Si la información vende, los medios que haga falta. Si la información no vende, ni agua. No hay que cansar a la audiencia ni a los lectores con documentados reportajes sobre las razones y las consecuencias de la guerra de Irak. Hombre, mientrás había intercambio de bombas entre soldados buenos y soldados malos, aún. Pero ahora, que exploten mercados y colas de ciudadanos civiles ya no tiene el más mínimo interés. Un minuto para el parte de bajas y a otra cosa.

Y por encima de todo no se muerde la mano que alimenta (a la empresa). Así que no se habla mal de quien se anuncia, de quien participa en el accionariado, de quien un día puede controlar el poder político y económico. No se investigan especulaciones evidentes, de las que se perpetran sin disimulo y a plena luz del día, no sea que nos dejen sin contratos publicitarios, sin subvenciones…

Por eso no hacen falta periodistas experimentados, dispuestos a trabajar con profesionalidad y rigor a cambio de un sueldo justo. Basta con jóvenes contratados en precario que no cuestionan criterios ni informaciones; que se adaptan rápido a las nuevas maneras del teletipo, el comunicado y la rueda de prensa sin preguntas. Y además por un módico precio.

Se podrá decir que no siemrpe es así, que de vez en cuando se destapan escándalos económicos y políticos. Cierto. Pero ¿cuándo y siguiendo el interés de quién se destapan?: ¿cuándo ha acabado una larga labor de investigación de un intrépido reportero que ha contado con el apoyo incondicional durante meses de sus jefes, o bien, cuando los que esperan en la cola para mandar se impacientan y deciden mover ficha y salpicar al rival con lo que hace meses y años saben y callan?. El movimiento de ficha es sencillo. Basta con poner en manos de la empresa periodística afín (la que recibirá muchos y más favores cuando por fin puedan mandar) toda esa información.
En estos momentos la prensa española se divide en dos, la que “trabaja” para los que mandan y la que lo hace para los que aspiran a mandar. La primera consiguie sabrosas exclusivas y destapa tramas del pasado que ensucian a los que mandaron y desean volver. La segunda consigue impresionantes revelaciones destinadas a dinamitar a los actuales gobernantes.
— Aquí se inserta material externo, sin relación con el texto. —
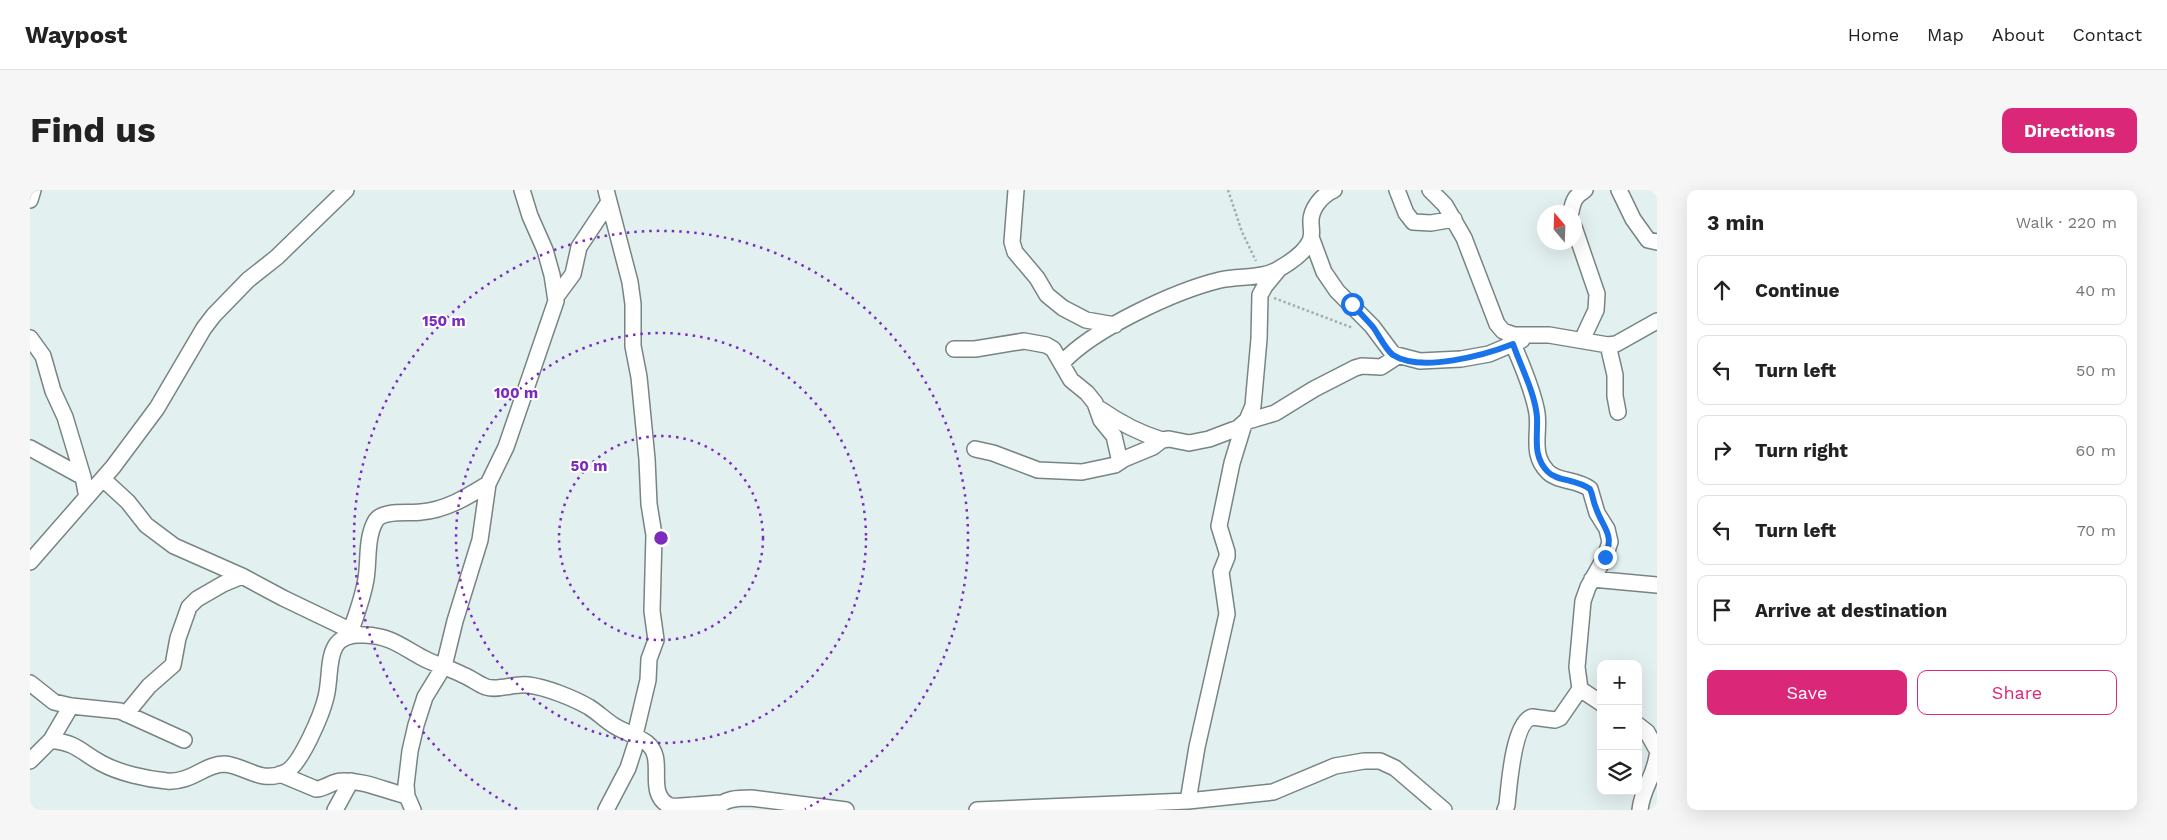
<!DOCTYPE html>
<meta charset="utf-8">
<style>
body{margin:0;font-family:"Work Sans",sans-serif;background:#f6f6f6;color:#222}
.controls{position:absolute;right:15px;bottom:15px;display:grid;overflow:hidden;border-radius:10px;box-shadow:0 5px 20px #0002}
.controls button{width:45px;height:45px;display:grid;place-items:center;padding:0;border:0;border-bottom:1px solid #e0e0e0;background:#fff;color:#222;font:25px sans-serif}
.compass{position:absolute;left:1507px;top:15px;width:45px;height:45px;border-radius:50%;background:#fff;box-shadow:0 5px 20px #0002;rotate:341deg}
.stop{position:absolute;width:15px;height:15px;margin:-11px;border:4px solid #1a73e8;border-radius:50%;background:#fff}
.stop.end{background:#1a73e8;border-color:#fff;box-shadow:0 1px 5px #0008}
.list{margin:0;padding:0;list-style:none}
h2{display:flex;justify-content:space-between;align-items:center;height:65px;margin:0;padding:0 20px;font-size:21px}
h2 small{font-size:16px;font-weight:400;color:#767676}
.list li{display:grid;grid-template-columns:32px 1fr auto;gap:15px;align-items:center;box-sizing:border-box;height:70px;margin:0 10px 10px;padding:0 10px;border:1px solid #e0e0e0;border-radius:10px}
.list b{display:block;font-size:19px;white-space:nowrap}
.list em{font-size:16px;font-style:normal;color:#767676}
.actions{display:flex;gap:10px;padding:15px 20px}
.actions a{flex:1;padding:11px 0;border:1px solid #db2777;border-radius:10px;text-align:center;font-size:18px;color:#db2777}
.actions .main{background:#db2777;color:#fff}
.icon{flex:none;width:28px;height:28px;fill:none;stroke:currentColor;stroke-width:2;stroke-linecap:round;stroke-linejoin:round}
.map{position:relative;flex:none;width:1627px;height:620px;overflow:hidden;border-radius:10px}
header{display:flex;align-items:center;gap:30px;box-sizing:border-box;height:70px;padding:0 25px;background:#fff;border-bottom:1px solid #e0e0e0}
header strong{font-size:24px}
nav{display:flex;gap:28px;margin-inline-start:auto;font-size:18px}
.intro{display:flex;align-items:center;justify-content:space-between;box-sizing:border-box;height:120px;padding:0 30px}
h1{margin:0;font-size:35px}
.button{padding:12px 22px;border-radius:10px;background:#db2777;color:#fff;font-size:18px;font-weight:700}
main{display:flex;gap:30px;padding:0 30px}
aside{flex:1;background:#fff;border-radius:10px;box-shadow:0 5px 20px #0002}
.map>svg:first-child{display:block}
</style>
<header>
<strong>Waypost</strong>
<nav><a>Home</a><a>Map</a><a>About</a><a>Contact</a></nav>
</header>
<div class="intro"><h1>Find us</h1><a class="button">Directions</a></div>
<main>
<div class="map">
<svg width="1627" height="620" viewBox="0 0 1627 620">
<rect width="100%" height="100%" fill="#e3f0f0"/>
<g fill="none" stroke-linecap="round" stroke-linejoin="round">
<defs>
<path id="street" d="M576,0L600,92L603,114V156L609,187L617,269L619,314L624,345L622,421L626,450L619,469L618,490L605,545
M986,0L982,52L985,62L1007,88L1017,105L1033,118L1056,130L1085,135
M1367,0L1376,23L1383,32L1401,33L1424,29
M1400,0L1415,15L1434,48L1467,134L1473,141L1484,145H1519L1578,155L1586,154L1627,131
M1589,0L1603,29L1618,50L1627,52
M0,10L3,0
M1541,22C1543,11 1545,6 1555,0
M1544,37L1567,104L1566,120L1552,150
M1281,47L1294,82L1307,101L1342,136L1363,164L1390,171L1431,169L1459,164L1492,150
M526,107L543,84L549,57L579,12
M1478,143C1488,165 1503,200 1507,223C1510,244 1500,264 1518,282C1528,292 1547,289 1560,299L1567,323L1577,339L1580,352L1575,367L1558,397L1553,411L1547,477L1550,499L1571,513
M0,148L13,166L23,201L35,227L53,287L57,307
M1578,155L1585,185V206L1588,222
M924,159H945L994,151L1016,155L1023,159L1041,190L1057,203L1065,213L1071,230L1084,246L1090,272
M1032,173C1063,139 1145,101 1190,90C1212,85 1233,90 1252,77C1262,71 1275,62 1280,51C1283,45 1281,39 1281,33C1280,19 1292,5 1304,0
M1070,219C1090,233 1109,243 1132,250
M1215,232L1245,223L1284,199L1325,178L1332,176L1351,177L1368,166
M0,258L53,287
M945,259L963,263L1008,280L1052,282L1085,275L1094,269L1123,257L1132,250L1139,249L1159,253L1179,249L1208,238L1217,230L1223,216L1229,149L1230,105L1235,96L1249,79
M73,289L98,312L116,335L144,356L212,386L253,408L330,445
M0,372L83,277L127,218L174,138L184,125L218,90L247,67L316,0
M1562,389L1627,395
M321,440C327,423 333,407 336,389C339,371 336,349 345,332C351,319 379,324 391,322C416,320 437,307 458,294
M0,493L24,512L41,516L90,521L154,550
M96,524L119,496L143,475L148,448L159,417L167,409L193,394L212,386
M1608,535L1617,542L1627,560
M21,550C49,554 49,561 71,573C89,583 116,589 137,591C161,593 175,574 194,574C215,575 231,595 256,582C271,574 292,524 296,507C303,479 292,442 335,445C361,446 372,457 393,468C406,475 420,478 433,485C441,488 448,494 456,497C469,501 485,493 498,495C516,497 543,508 559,517C567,522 574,529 583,535C594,542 606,545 617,553C637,569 615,601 638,615C643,618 682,613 693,613
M0,571L21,550L41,516
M250,584L286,599C295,599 302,591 312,591C334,590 356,601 377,606
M1158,611L1167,557L1197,424L1191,382L1197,367V362L1189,336L1202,273L1214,234
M686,619C694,608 709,608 721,608L816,620
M305,620L321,591
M383,620L377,606L376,595L380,561L386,535L395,507L414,476L425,431L450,350L458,294L476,257L526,111L522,85L515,60L500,26L492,0
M576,620L598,578L608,547
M947,620L1158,611L1243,602L1305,576L1334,571H1350L1365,578L1414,620
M1475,620L1477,615C1479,597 1483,533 1502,527L1525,530L1530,528L1550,499
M1610,620C1612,599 1624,587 1627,566"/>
</defs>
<!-- street casing -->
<use href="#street" stroke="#788484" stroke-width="18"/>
<!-- path -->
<path stroke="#a4aeae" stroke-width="2.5" stroke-dasharray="2.5 2.5" stroke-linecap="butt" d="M1198,0L1212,42L1226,71
M1244,108L1323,138"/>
<!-- street -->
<use href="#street" stroke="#fff" stroke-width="15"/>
</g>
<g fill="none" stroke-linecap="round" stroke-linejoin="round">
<!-- route -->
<path stroke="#1a73e8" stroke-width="6" d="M1322,114C1329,122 1336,129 1343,137C1349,145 1355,159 1363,165C1391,183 1455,165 1483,154C1491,177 1505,203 1507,227C1508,247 1502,266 1518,282C1527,291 1546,289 1560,299C1563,305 1563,312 1566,318C1573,339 1585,343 1575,367"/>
</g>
<!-- distance rings -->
<g fill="none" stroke="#7b2cbf" stroke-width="2.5" stroke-dasharray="2.5 5">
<circle cx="631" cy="348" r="102"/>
<circle cx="631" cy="348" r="205"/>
<path d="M487 619A307 307 0 1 1 775 619"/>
</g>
<circle cx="631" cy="348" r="8" fill="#7b2cbf" stroke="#fff" stroke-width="2.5"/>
<g font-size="15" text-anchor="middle" font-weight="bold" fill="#7b2cbf" stroke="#fff" stroke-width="4" stroke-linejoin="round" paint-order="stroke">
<text x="414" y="136">150 m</text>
<text x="486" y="208">100 m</text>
<text x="559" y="281">50 m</text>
</g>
</svg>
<div class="controls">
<button>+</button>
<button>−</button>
<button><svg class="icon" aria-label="layers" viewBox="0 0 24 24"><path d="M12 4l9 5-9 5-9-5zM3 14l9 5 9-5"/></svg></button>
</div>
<svg class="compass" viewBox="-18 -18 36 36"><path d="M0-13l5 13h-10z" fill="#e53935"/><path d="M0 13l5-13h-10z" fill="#767676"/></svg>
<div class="stop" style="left:1322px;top:114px"></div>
<div class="stop end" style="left:1575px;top:367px"></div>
</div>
<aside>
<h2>3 min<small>Walk · 220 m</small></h2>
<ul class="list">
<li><svg class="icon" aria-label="ahead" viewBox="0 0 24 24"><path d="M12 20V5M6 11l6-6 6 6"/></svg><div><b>Continue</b></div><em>40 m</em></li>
<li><svg class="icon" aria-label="left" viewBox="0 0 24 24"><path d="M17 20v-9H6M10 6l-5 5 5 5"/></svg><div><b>Turn left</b></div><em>50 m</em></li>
<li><svg class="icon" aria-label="right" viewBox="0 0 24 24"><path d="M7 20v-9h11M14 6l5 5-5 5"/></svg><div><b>Turn right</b></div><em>60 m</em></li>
<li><svg class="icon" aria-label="left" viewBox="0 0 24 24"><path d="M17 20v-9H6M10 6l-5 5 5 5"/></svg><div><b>Turn left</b></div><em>70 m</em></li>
<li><svg class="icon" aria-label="arrive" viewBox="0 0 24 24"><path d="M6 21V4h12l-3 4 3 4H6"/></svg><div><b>Arrive at destination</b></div></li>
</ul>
<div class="actions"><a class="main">Save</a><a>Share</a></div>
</aside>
</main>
No hay posibilidad de error. Sus caminos y sus trabajos de “investigación” no se cruzarán nunca. Discurren en paralelo si interferirse.
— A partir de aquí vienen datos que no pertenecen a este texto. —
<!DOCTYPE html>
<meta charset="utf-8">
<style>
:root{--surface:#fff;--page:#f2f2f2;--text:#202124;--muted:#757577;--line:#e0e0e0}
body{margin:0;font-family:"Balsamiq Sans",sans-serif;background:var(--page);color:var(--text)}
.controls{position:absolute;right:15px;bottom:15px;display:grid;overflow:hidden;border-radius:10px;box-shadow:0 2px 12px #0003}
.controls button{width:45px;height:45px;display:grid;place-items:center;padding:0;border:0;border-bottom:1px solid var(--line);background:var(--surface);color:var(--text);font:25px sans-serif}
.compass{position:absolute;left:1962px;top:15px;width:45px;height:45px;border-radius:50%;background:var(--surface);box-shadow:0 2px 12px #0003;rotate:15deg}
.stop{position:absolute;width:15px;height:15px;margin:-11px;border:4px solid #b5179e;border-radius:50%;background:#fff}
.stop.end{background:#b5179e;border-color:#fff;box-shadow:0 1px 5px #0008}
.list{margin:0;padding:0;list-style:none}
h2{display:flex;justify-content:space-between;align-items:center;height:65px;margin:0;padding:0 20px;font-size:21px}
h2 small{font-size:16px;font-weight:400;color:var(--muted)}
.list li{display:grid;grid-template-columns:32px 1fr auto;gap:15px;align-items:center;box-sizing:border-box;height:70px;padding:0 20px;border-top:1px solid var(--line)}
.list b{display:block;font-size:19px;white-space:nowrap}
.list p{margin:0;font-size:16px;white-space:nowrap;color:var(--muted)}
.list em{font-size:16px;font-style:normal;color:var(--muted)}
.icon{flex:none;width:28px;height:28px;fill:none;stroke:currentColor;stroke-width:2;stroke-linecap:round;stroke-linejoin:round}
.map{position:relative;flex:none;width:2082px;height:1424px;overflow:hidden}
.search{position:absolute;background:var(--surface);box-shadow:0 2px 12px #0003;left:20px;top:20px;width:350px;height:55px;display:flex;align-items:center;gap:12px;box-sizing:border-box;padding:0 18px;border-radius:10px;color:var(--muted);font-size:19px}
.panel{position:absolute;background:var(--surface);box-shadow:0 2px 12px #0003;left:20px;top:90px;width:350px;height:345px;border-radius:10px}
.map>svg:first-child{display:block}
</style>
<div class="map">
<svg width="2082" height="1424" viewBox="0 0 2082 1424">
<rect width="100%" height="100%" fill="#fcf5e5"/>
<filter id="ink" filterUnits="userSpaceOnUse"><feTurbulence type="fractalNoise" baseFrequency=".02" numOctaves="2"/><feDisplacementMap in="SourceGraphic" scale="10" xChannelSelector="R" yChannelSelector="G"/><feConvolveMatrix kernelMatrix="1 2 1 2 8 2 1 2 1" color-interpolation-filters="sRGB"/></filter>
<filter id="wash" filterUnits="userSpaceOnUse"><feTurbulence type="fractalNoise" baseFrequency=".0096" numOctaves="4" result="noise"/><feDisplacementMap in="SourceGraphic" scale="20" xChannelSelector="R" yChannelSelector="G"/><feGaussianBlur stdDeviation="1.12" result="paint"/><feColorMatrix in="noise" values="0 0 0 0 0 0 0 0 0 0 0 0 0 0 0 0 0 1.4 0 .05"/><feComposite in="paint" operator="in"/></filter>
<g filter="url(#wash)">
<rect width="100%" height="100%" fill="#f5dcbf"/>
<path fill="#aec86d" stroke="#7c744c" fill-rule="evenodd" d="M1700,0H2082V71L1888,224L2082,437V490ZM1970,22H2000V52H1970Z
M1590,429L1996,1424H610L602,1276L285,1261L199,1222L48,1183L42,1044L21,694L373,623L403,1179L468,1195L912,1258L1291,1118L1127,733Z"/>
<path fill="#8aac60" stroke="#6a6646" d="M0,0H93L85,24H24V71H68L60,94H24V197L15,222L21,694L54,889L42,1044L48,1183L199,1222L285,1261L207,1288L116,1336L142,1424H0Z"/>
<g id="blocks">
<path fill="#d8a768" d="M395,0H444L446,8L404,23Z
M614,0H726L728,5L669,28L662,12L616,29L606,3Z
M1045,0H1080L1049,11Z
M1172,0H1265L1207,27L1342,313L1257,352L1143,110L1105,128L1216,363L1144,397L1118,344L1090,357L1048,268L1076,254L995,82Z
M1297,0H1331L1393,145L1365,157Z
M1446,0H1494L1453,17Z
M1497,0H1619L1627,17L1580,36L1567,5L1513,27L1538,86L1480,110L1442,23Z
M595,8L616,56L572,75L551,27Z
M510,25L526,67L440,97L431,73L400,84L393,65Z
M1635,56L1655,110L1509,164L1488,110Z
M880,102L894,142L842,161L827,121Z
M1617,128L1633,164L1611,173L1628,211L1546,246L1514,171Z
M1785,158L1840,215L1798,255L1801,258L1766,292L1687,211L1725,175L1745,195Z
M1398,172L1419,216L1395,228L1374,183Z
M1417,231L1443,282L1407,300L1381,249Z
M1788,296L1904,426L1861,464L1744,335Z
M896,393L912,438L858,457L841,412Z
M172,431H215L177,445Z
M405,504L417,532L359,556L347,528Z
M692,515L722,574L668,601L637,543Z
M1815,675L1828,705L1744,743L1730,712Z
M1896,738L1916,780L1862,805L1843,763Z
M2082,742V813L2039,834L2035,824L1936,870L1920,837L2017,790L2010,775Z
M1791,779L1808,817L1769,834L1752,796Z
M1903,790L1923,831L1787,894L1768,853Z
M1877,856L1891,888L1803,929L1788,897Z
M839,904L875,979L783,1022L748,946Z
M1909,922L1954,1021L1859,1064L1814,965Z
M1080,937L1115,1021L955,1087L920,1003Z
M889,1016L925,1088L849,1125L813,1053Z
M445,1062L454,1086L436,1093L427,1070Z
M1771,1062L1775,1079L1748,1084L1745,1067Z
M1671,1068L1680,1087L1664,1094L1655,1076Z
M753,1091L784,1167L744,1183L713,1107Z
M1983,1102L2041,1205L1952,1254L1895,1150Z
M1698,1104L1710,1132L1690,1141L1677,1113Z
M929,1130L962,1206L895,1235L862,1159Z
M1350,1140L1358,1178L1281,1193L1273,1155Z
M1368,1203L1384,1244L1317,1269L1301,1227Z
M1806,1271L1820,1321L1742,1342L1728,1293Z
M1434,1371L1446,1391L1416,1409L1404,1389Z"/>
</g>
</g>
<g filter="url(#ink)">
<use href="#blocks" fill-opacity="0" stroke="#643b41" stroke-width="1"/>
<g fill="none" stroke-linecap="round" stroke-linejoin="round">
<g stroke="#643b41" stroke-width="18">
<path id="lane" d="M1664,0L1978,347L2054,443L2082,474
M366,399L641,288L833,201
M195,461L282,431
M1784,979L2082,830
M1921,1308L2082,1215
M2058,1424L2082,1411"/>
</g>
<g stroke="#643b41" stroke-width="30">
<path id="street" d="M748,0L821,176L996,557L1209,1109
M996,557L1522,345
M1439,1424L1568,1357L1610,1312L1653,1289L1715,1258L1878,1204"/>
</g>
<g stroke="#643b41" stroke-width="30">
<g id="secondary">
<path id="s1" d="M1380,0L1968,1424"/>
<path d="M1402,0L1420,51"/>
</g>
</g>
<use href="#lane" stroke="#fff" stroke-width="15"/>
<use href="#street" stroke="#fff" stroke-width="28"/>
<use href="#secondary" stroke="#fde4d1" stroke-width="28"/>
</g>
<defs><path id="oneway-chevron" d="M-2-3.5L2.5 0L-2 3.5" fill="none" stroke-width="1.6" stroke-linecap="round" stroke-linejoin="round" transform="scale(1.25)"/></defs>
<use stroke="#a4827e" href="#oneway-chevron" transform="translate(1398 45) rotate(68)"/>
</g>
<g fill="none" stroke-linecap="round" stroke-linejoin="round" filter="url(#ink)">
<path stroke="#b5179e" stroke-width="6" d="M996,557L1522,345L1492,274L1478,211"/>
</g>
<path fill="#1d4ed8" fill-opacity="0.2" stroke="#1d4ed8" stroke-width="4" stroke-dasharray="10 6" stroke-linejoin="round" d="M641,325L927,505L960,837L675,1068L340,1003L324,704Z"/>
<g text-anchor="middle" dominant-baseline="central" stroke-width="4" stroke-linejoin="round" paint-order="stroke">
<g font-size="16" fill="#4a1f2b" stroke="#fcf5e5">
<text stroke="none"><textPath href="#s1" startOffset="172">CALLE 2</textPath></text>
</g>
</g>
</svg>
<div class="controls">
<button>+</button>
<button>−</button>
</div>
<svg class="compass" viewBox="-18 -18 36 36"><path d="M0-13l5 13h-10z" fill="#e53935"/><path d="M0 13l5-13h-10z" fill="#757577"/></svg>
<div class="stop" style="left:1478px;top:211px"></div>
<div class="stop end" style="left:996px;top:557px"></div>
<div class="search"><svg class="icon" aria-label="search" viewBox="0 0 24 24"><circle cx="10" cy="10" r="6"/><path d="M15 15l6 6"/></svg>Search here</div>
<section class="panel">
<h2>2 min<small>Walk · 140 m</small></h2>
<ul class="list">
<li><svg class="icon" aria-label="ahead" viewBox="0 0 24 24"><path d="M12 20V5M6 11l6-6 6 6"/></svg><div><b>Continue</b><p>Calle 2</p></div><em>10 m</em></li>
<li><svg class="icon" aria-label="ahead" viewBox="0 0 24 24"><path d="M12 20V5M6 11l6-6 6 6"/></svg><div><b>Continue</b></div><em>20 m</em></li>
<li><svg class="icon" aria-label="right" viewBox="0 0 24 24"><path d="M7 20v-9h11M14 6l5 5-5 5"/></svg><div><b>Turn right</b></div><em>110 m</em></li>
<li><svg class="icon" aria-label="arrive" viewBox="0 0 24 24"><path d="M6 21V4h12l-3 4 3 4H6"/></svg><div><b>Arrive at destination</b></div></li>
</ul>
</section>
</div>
Ese esquema general puede trasladarse a cualquier realidad socio-politico-geográfica. También a las más cercanas. La pregunta es ¿qué pueden hacer los informadores de buena fe, dipuestos a buscar noticias aunque incomoden?. Pueden seguir su instinto y su corazón y lograr un rápido destino al despido. Pero si la subsistencia depende de un sueldo a fin de mes pueden intentar adaptarse al difícil equilibrio que supone conservar, a un tiempo, el puesto de trabajo y la dignidad. La maroma es estrecha y se mueve constantemente. Hay que agarrarse firmemente a lo poco que mantiene en pie al equilibrista: cuestionar, proponer y criticar aun sabiendo que la respuesta siempre será negativa; practicar el rigor aunque no se redacte la noticia de siglo. Y por supuesto amar y respetar la gramática y la ortografía. Eso puede hacerse, y poco más.

1 comentario:

Jorge dijo...

Pues sí, chico. Pero salir de la dinámica es tan difícil...De hecho, salir de la dinámica supone renunciar a prebendas, cargos en medios públicos, trabajos en gabinetes y ninguneo en tu propio medio. Y muchos de esos "sueños de facultad" se quedan en eso, en sueños de adolescente. Lo que prima es ganarse los cuartos. Y cuantos más, mejor. Y sí, no es exclusivo de los medios aragoneses, pero son los que tengo más cercanos. Los que vivo desde dentro.